Eaves height for photovoltaic system offer

  • Erstellt am 2023-06-05 16:39:09

Musketier

2023-06-06 10:12:39
  • #1
Thanks, that helped me. I could still somehow understand the bearing point of the bottom edge of the rafters and the wall as a meaningful value, but the calculated virtual intersection of the wall with the outer shell of the roof has absolutely no significance. I find it odd to call that the eaves. Probably because without an overhang the gutter would have been attached exactly there. For the offer I will provide both values, then you can deal with them yourself to decide which value you need. The topic is thus settled.
 

11ant

2023-06-06 13:10:20
  • #2

That may be so, that the maximum ridge height is defined as a calculation task with you. But only the result then determines the house height, and not already the "starting point" of the extrapolation at the fictitious eaves.

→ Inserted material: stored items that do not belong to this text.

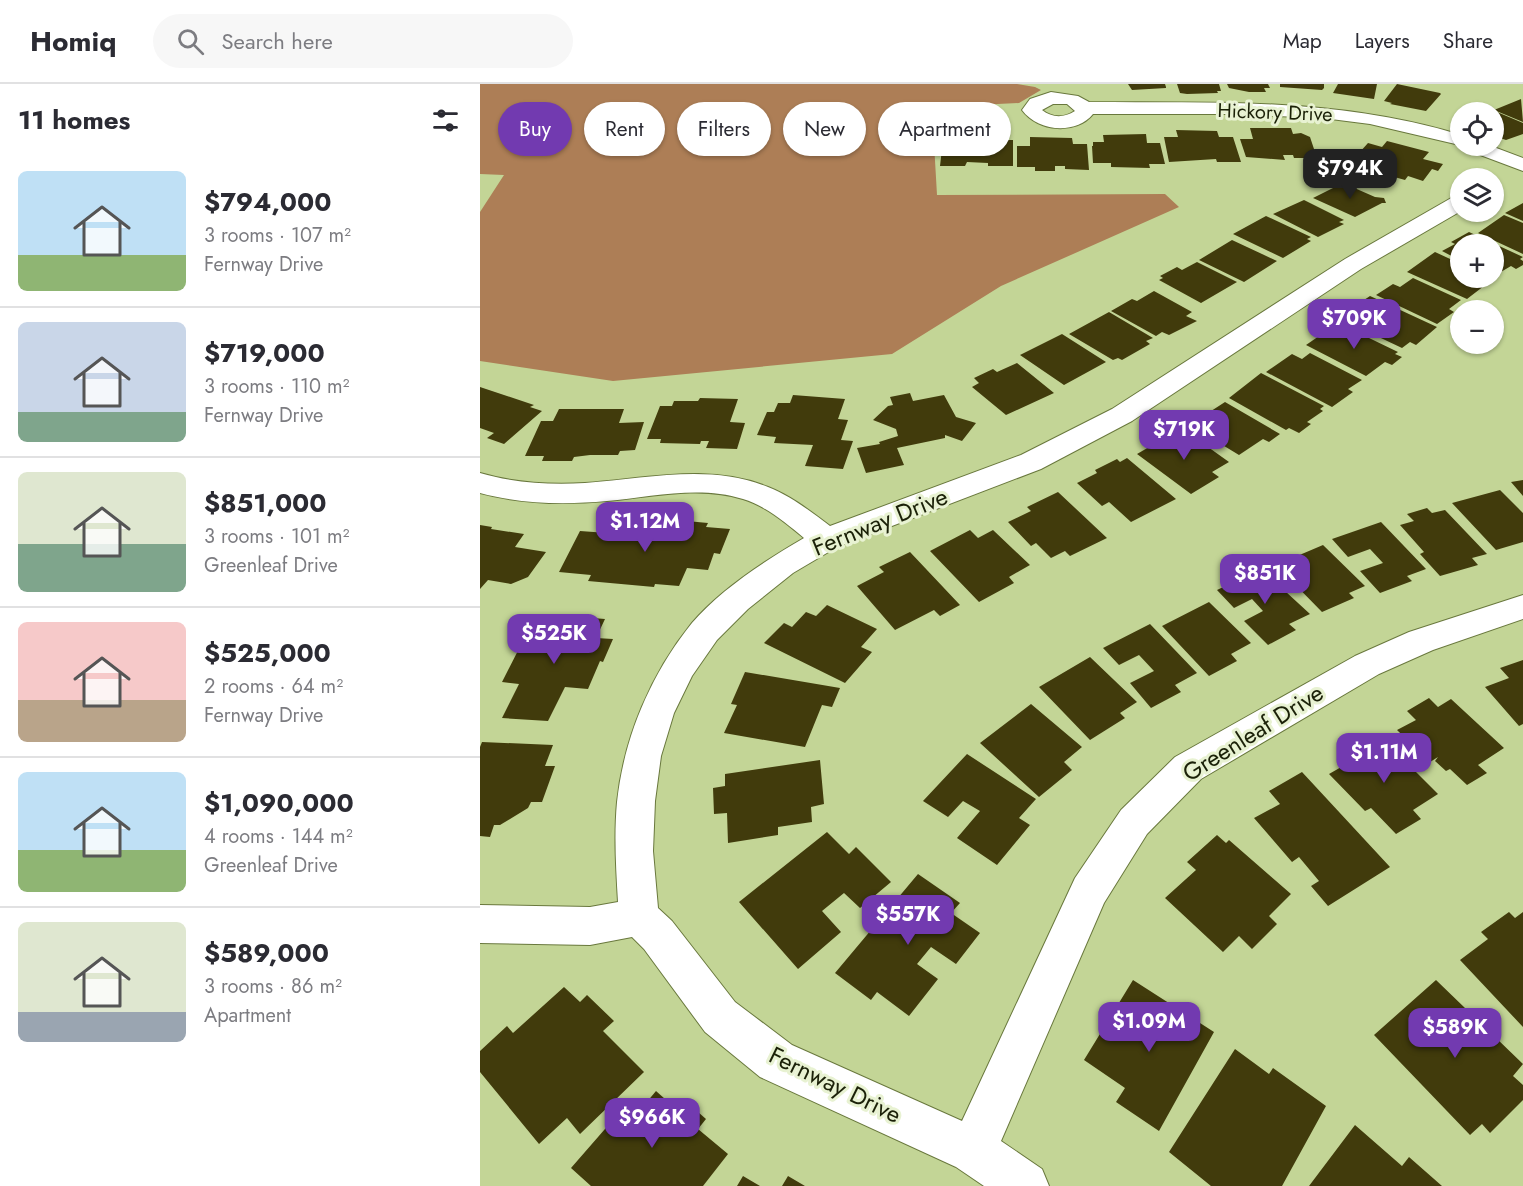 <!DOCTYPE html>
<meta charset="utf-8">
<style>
:root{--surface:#fff;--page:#f7f7f7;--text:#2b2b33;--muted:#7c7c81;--line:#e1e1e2;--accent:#723ab0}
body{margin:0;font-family:Jost,sans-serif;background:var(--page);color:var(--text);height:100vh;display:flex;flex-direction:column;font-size:22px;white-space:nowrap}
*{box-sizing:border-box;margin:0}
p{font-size:20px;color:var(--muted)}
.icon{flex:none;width:33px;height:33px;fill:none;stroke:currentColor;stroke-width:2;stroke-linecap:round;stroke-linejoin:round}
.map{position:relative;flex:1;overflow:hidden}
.drawer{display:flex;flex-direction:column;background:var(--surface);width:480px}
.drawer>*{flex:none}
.guide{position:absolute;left:18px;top:18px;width:570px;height:54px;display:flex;gap:12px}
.tools{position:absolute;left:970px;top:18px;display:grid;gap:12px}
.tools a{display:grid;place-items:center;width:54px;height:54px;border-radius:50%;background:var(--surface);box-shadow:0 2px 4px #0004;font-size:30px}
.price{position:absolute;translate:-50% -51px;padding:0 14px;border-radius:12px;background:var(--accent);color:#fff;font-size:20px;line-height:39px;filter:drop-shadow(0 2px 3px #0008)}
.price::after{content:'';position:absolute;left:50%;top:36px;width:18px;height:14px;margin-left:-9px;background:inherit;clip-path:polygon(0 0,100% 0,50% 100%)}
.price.current{background:#222;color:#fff}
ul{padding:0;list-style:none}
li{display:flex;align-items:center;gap:18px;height:150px;padding:0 18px}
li+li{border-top:2px solid var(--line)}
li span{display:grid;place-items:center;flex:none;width:168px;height:120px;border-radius:9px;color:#555}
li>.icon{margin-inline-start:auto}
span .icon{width:72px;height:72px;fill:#fffc;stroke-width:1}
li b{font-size:26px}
h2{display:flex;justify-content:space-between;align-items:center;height:72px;padding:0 18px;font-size:26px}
.chip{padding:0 21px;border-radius:27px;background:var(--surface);box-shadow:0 2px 4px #0004;font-size:21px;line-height:54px}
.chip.current{background:var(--accent);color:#fff}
header{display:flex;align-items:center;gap:36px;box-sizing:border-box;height:84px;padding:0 30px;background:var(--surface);border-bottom:2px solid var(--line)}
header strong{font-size:28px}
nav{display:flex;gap:33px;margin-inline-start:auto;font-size:21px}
.search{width:420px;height:54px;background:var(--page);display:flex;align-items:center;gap:15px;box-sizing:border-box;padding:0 21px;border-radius:33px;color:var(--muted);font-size:22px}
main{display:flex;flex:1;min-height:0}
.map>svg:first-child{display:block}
.forest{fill:#ad7e56}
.building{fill:#413b0c}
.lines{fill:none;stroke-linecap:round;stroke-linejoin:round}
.minor-casing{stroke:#69783d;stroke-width:2}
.minor{fill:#fff;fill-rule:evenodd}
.labels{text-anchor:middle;stroke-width:6;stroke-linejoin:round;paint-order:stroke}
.far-street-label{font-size:20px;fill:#1b2108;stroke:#e8f2d2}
.street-label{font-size:24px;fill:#1b2108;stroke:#e8f2d2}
</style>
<header>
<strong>Homiq</strong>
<div class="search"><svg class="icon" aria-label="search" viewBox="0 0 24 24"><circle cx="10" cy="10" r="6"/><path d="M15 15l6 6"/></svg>Search here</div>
<nav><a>Map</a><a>Layers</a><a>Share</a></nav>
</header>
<main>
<section class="drawer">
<h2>11 homes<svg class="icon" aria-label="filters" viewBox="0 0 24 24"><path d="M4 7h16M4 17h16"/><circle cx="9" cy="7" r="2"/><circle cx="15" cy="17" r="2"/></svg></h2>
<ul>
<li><span style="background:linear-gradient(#bfe0f5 70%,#8fb573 0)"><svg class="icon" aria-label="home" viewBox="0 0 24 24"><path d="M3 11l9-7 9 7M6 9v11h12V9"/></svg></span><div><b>$794,000</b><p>3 rooms · 107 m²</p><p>Fernway Drive</p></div></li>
<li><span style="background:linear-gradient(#c9d6e8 75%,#7fa58c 0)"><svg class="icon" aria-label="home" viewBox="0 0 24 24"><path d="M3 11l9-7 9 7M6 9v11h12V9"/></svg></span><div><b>$719,000</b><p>3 rooms · 110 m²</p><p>Fernway Drive</p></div></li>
<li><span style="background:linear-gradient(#dfe7d0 60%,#7fa58c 0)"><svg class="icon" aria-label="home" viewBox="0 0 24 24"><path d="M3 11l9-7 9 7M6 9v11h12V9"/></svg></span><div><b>$851,000</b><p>3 rooms · 101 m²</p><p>Greenleaf Drive</p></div></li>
<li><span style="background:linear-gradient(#f6c9c9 65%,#b9a48a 0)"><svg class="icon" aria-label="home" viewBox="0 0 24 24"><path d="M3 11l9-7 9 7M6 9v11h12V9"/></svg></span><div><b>$525,000</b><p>2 rooms · 64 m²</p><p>Fernway Drive</p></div></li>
<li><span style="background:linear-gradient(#bfe0f5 65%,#8fb573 0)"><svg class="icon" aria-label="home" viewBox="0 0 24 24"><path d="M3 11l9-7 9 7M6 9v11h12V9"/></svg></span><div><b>$1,090,000</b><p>4 rooms · 144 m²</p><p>Greenleaf Drive</p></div></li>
<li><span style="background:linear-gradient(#dfe7d0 75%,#9aa5b1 0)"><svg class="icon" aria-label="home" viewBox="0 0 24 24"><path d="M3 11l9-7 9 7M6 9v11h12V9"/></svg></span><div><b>$589,000</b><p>3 rooms · 86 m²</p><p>Apartment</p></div></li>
</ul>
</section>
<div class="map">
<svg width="1043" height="1102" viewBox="0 0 1043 1102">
<rect width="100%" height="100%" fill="#c3d596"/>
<path class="forest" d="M0 0H537L555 3 561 6 539 19 476 22 453 42 457 111 685 110 699 123 521 202 412 270 133 297 0 277V128L24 91 0 90Z"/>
<path class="building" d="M648 0H685L686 3V4L652 6Z
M697 0H739L741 7H737L738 9 707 10 700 9Z
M747 0H788L790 4H784L786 8H769L749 4Z
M800 0H844V4L842 6 800 3Z
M858 0H897L894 15 853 9Z
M917 0 960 9 961 10 946 27 910 20 912 19 904 17Z
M1041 15 1043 38 1014 26Z
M1010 25 1043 39V50L1026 56 1014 52V28H1002Z
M770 44H811L813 50 821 49 830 53 837 74H814L813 71H803L805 76 766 73 760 55H773Z
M696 46 737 47 739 53H753L761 78H737L736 75 689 78 684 53H698Z
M478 50 519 51V56H533V82H508V79L487 78 485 82H460L463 56H477Z
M666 50 667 59H680L685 80H669L670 84 631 83V79H613L612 62H613V58H624L623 51Z
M550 53 592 54 593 60H607L609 86 585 85V82H575V87H555V83H537V62H550Z
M907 57 949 68 943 75 963 80 958 87 952 85 943 97 928 92 925 96 886 85 889 82 871 78 888 59 902 63Z
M863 99 895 113 904 114 906 119H902L875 133 833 114Z
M824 116 864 136 859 138 864 140 838 153 793 130Z
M1043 119V137L1025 129Z
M1024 131 1043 139V170L998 149Z
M786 132 831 153 827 155 831 157 803 174 753 150Z
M989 148 1043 173 1040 175 1043 177V181L1036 185 1031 182 1014 192V160H981V177L962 167 975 160 971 158Z
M752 156 797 177 764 198 719 176Z
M955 168 981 180V194L1013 195 987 215 927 188Z
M717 178 757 198 721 219 679 196 683 194 680 192 697 183 702 186Z
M933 194 981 216 969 225 974 228 957 240 896 211 913 200 920 203Z
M674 207 712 228 706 232 717 237 689 251 682 248 676 252 631 227 652 215 657 217Z
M890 212 957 243 936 261 930 258 922 264 865 237 879 228 876 226 885 220 881 218Z
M629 228 673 254 666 257 670 260 642 276 638 274 633 276 589 250Z
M858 239 918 268 915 270 922 273 912 281 905 278 886 292 826 261Z
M582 250 626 278 584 301 540 271Z
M830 269 882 296 868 305 873 308 852 323 786 288 812 270 822 275Z
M537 279 574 309 526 331 492 303 499 299 494 294 513 285 517 288Z
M781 289 844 322 840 325 843 327 827 338 831 340 819 349 809 344 806 346 749 314Z
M0 303 54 321 50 323 62 327 24 360 7 354 14 349 0 344Z
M430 309 433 317 464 311 476 333 496 339 482 357 465 351V354L417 364 424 381 386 389 377 364 400 360 399 358 418 352 416 345 393 336 408 322 413 321 410 313Z
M313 311 365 315 358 335 368 336 361 356 373 357 363 385 325 382 333 361 294 359 296 353 277 351 287 328H294L298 319H310Z
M220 314 258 315 250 338 265 339 257 365 226 364 229 357H221L220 360 180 359 181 355H167L180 322H192L194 317H218Z
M745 318 800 350 789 358 783 355 759 371 726 351 722 354 705 344Z
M79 325H144L139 339 164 338 155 366 140 367 138 371H110L94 373 92 377H62L64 372H45L61 337H73Z
M707 348 749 378 732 388 739 393 711 410 657 370 676 359 673 356 686 350 694 356Z
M647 374 696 415 651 438 629 418 622 422 597 399 617 389 615 386 637 375 640 378Z
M1043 396V412L1031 398Z
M1020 406 1043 429V458L1016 466 972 419Z
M578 408 627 454 590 472 585 467 571 474 556 459 551 462 528 438 551 427 547 423Z
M947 424 952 429 965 426 1007 470 992 474 998 481 960 492 940 470 944 468 920 441 934 437 927 430Z
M196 436 228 439 226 443 250 445 240 470 234 469 228 486 207 484 199 502 175 500 174 503 108 497 111 491 79 488 100 447 141 450 145 443 154 444 157 438 194 441Z
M901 438 946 485 927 492 932 497 900 509 880 487 903 479 890 465 868 473 852 455Z
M0 441 12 443 11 445 44 450 35 463 66 468 48 493 31 500 8 496 0 505Z
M490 446 498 454 513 446 550 481 529 493 534 499 499 518 450 467Z
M843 461 885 502 869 509 874 514 842 528 796 481Z
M430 468 480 521 460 532 454 526 415 546 377 502 404 488 399 483Z
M781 485 830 530 809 540 816 546 788 561 764 537 783 527 772 515 754 524 737 506Z
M729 518 771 559 751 570 757 577 729 592 682 542Z
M347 521 397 545 381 563 392 568 365 599 284 559 304 539 312 543 326 528 336 532Z
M74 531 125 535 116 554 133 555 123 578 120 577 108 605 85 603 68 637 22 634 39 600 22 598 49 545 66 547Z
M670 540 717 589 695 601 701 608 671 624 650 599 674 587 659 571 639 581 623 564Z
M610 573 657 618 640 629 645 634 610 656 559 603Z
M1043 576V640L1039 642 1005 603 1029 594 1020 584Z
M265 588 360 604 352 623 342 621 325 663 244 649 257 621 251 620Z
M949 614 958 623 971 615 1024 664 998 681 1007 689 987 701 970 685 966 687 955 677 958 673 950 678 917 646 936 636 927 627Z
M551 620 602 663 584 678 592 686 559 713 500 659Z
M900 652 958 710 933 726 941 735 916 750 891 724 885 727 849 690 870 678 864 673Z
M2 658 73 661 65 682H75L62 718H51L48 724 20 741H14L10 753 0 752V663Z
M487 670 556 715 539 734 550 741 517 781 477 754 500 727 483 717 468 733 443 717Z
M340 676 344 720 331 723 332 738 298 743V751L248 759 247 729 234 730 233 704 245 702V690Z
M822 688 910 783 848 822 831 802 839 797 819 773 812 778 774 734 800 720 789 707Z
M347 748 369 770 376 763 411 798 380 824 364 809 342 827 361 848 318 885 259 818Z
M737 751 746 759 749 756 811 810 789 832 797 840 772 865 759 852 743 868 685 814 716 786 707 778Z
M438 790 480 819 471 829 500 849 476 880 451 863 437 880 458 895 429 932 397 908 391 916 355 889Z
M1029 828 1035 834 1043 828V943L980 876 1008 855 1001 848Z
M653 896 734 948 679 1047 636 1018 645 1004 604 976Z
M956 896 1043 980 1033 992 1043 1001V1016L1010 1049 1002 1040 990 1051 894 951Z
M84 903 100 918 107 911 134 937 123 947 164 988 100 1050 87 1034 59 1060 0 988V967L27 942 33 949Z
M755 965 789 990 793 984 846 1022 802 1102H731L689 1068Z
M176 1007 194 1023 202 1014 226 1035 218 1045 248 1070 223 1102H111L91 1084 145 1022 156 1031Z
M875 1041 922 1082 929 1073 962 1102H829Z
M263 1092 280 1102H257Z
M308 1092 325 1102H302Z"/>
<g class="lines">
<defs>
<path id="minor" d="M571 8 598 12 609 18C737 19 856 13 981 51V62H1011L1043 74V87L987 66 984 62 890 40 843 34 747 30H613C596 51 558 48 542 26L550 15ZM573 20H587L595 27C584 34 572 34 562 26Z
M981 112V127L881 185 652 337 561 385 357 463 313 489 268 525 237 556 212 592 194 629 181 672 175 717 173 767 178 824 192 837 255 918 312 961 482 1037 595 794 641 726 695 673 875 572 929 548 1043 511V535L953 566 899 590 721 695 667 750 624 819 521 1057 562 1085 569 1102H504L476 1083 280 993 225 948 164 865 152 853 110 861 0 859V821L110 823 138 818C136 784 134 751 137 718 144 653 171 590 212 539 240 506 286 476 324 454 306 439 286 422 263 415 220 401 170 413 127 417 84 421 41 420 0 409V389C34 399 70 401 105 399 166 395 229 379 288 403 311 412 330 427 350 442L541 371 632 325 865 175 973 113Z"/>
</defs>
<use href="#minor" class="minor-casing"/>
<use href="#minor" class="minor"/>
</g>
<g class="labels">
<g class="far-street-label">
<text transform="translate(795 28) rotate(2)" y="7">Hickory Drive</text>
</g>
<g class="street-label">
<text transform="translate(400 438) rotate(-22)" y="8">Fernway Drive</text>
<text transform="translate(773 649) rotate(-32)" y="8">Greenleaf Drive</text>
<text transform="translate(355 1001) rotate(26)" y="8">Fernway Drive</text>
</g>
</g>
</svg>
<div class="tools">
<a><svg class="icon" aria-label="locate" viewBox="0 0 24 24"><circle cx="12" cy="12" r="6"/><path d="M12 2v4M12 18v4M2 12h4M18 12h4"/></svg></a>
<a><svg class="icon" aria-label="layers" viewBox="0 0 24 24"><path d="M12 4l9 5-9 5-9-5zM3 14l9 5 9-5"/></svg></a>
<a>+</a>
<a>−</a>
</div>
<b class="price current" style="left:870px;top:116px">$794K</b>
<b class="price" style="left:874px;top:266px">$709K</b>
<b class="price" style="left:704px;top:377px">$719K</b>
<b class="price" style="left:165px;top:469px">$1.12M</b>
<b class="price" style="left:785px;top:521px">$851K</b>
<b class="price" style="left:74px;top:581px">$525K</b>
<b class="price" style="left:904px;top:700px">$1.11M</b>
<b class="price" style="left:428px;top:862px">$557K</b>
<b class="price" style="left:669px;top:969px">$1.09M</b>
<b class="price" style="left:975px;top:975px">$589K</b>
<b class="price" style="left:172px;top:1065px">$966K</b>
<div class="guide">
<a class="chip current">Buy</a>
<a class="chip">Rent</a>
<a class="chip">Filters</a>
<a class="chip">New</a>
<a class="chip">Apartment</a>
</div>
</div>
</main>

Building law is not about sense, but about successfully fending off overly clever tricksters. Your assumption therefore does not lead to the reason, but only to the legally secure justification. The reason is to prevent said tricksters from being able to build their house higher by raising the gutter (through a roof overhang in the style of delicate claws) to the desired height (if it were the standard, and that is precisely why it is not). If you imagine the roof tiles as fingernails, the legally relevant gutter is simply hung fictitiously on the roof without an overhang, thereby removing the roof overhang as a lever for trickery.
 

Tolentino

2023-06-06 13:24:52
  • #3
Isn't it still strange to determine the building height at the exterior wall? Because even then, with the appropriate DN, you could build an asymptotically tall building (disregarding static limitations). Or is that just an additional criterion alongside the ridge height? Ah, just read - maximum DN (and presumably also the footprint?). Still a strange definition. Wouldn't it be simpler to use only the ridge height?
 

11ant

2023-06-06 13:54:08
  • #4
The building height is not determined by most development plans based on the exterior wall either, but on the wall height (to which only the development plan from links its ridge height limitation). The building height corresponds to the ridge height - whether defined directly or indirectly (= via this strange calculation), excluding chimney. Eaves height, ridge height, and roof pitch maximum are a popular three-point safeguard against excessively tall buildings, and in my opinion quite reasonable (although I find it more appropriate to limit only two values, e.g. also from the triangle of floor area ratio - gross floor area ratio - number of storeys). On the other hand, I find it completely pointless to limit knee wall heights at all (since the measure of the position of the floor slab below the eaves height does not affect the building volume).
 

WilderSueden

2023-06-06 14:24:28
  • #5
I think the motivation for the wall instead of ridge height is that [Pultdächer] are also allowed. There is no real ridge here, and even if you define the upper eaves that way, with 8 degrees the walls can become quite high. An 8-9m wall feels quite different from 6m plus roof.
 

11ant

2023-06-06 14:40:15
  • #6
The general motivation of development plans to use the term wall height gender-neutrally for the eaves height certainly lies in legally secure interpretation given the non-binary (there are not only "gable" or "flat" roofs) roof types. But that your development plan defines the ridge height as "wall height plus roof pitch times half the building depth" as a math problem is simply British eccentricity (they are crazy, those Romans).